Present the count of lines in the entries below that hold "grid", and present nothing else.

============

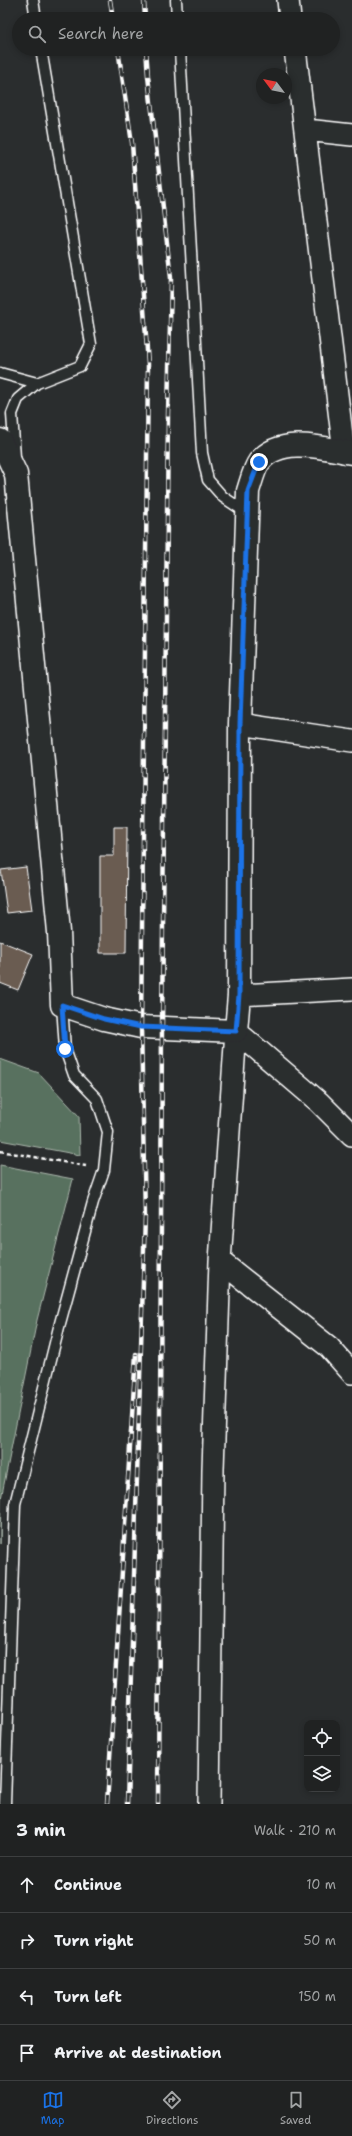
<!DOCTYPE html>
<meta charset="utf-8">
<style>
:root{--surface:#202222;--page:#282a2a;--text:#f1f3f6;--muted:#a2a4a5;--line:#3d3f40;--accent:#1a73e8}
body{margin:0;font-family:"Shantell Sans",sans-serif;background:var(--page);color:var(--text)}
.controls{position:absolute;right:12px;bottom:12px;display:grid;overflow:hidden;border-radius:8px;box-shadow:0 2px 6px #0003}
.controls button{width:36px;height:36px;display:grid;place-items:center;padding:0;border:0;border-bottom:1px solid var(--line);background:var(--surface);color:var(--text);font:20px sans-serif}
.compass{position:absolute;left:256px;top:68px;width:36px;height:36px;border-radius:50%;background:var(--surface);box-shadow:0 2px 6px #0003;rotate:302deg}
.stop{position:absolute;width:12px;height:12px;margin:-9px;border:3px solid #1a73e8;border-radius:50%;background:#fff}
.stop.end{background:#1a73e8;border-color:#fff;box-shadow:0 1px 4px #0008}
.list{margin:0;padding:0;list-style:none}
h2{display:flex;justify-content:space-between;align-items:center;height:52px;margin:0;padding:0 16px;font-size:17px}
h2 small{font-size:13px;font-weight:400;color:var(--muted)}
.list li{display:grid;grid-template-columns:26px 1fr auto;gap:12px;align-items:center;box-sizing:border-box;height:56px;padding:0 16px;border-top:1px solid var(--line)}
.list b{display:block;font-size:15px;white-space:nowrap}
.list em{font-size:13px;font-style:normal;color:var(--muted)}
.icon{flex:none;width:22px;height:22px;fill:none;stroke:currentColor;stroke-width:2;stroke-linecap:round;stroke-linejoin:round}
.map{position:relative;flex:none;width:352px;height:1804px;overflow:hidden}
.search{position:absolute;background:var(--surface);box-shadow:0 2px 6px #0003;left:12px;right:12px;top:12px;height:44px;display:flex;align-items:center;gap:10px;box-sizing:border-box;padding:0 14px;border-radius:22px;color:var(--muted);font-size:15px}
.sheet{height:276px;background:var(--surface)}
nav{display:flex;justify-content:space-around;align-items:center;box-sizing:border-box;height:56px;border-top:1px solid var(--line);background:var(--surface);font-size:11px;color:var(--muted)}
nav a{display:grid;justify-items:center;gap:2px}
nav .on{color:var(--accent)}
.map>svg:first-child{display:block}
.green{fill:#59715e;stroke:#acb8ae}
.building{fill:#6a5b51;stroke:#fff}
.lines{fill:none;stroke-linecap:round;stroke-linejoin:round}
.service-casing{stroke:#fff;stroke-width:13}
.minor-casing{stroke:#fff;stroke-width:24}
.tertiary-casing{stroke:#fff;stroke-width:25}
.path{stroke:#fff;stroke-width:2.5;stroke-dasharray:4 3;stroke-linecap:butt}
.service{stroke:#2a2d2e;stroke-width:10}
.minor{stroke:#2a2d2e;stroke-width:21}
.tertiary{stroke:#2a2d2e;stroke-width:22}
.rail-casing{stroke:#fff;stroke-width:4.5}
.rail{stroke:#2a2d2e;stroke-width:3;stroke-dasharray:9;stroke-linecap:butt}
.route{stroke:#1a73e8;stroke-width:5}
</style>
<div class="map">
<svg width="352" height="1804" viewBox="0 0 352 1804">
<rect width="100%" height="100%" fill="#2a2d2e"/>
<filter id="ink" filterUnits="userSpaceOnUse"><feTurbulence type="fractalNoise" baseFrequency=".025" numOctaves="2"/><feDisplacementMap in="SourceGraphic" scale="8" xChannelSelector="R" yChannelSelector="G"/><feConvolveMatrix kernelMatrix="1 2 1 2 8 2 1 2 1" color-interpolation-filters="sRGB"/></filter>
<g filter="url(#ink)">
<path class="green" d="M0,1059L39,1073L79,1116L80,1155L0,1140Z
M0,1165L73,1179L37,1320L1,1499L0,1544Z"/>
<path class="building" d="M114,827H127L126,953H100V856H114Z
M26,867L32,910L7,913L1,870Z
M0,941L33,954L18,990L0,983Z"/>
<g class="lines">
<defs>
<path id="service" d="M33,0L36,19
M176,0L177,19
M180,49L202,453L208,480L223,497L247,513
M0,373L37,383L80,366L91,344L41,49
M15,457L12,414L18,399L37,383
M5,1804L15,1504L59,1327L93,1202L104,1170L108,1132L97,1099L74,1075L65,1049L62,1005"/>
<path id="minor" d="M288,0L290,19
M295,49L344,452
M306,130L352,135
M240,724L352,741
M239,995L352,989
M236,1031L319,1102L352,1135
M220,1261L329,1347L352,1373
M209,1804L213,1469L220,1261L236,1031"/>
<path id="tertiary" d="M0,440L16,474L59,932L62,1005L104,1019L141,1027L236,1031L239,995L240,724L248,491C251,482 254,469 259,462C280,435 324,448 352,453"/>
</defs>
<use href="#service" class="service-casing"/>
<use href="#minor" class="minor-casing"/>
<use href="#tertiary" class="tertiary-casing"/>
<path class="path" d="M0,1151L86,1166"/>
<use href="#service" class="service"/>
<use href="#minor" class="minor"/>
<use href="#tertiary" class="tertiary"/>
<defs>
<path id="rail" d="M110,0L113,19
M144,0L145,19
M118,49L132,143L148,364L141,1027L145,1216L127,1804
M146,49L148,76L171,278L168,414L162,1027L158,1804
M107,1804L136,1354"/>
</defs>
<use href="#rail" class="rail-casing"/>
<use href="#rail" class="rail"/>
</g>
</g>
<g class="lines" filter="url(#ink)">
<path class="route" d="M65,1049L62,1005L104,1019L141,1027L236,1031L239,995L240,724L248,491L259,462"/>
</g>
</svg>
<div class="controls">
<button><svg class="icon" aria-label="locate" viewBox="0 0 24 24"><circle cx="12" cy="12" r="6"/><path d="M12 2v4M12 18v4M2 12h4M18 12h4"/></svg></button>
<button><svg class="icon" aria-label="layers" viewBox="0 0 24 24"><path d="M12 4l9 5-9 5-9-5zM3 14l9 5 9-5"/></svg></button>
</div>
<svg class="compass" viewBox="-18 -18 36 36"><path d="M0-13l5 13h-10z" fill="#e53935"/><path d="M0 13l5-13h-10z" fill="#a2a4a5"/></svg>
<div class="stop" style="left:65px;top:1049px"></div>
<div class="stop end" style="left:259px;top:462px"></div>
<div class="search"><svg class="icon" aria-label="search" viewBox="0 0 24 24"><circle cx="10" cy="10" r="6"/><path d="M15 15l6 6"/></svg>Search here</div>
</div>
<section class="sheet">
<h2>3 min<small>Walk · 210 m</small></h2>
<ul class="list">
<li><svg class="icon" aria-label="ahead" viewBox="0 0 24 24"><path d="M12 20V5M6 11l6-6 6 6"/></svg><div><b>Continue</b></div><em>10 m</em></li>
<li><svg class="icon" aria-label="right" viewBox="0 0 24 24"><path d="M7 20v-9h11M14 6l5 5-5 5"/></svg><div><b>Turn right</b></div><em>50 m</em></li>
<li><svg class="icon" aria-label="left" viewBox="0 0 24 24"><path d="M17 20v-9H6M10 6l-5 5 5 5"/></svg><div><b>Turn left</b></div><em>150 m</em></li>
<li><svg class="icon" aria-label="arrive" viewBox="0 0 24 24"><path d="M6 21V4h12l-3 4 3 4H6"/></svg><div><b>Arrive at destination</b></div></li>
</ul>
</section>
<nav>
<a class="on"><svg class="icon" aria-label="map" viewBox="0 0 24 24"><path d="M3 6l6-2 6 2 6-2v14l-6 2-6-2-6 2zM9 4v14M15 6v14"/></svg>Map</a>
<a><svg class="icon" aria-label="directions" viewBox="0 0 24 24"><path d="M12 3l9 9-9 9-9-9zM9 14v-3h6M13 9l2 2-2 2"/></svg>Directions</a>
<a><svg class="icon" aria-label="saved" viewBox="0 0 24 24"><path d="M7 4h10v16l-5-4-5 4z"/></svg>Saved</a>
</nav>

============

### [Reply to the task]
4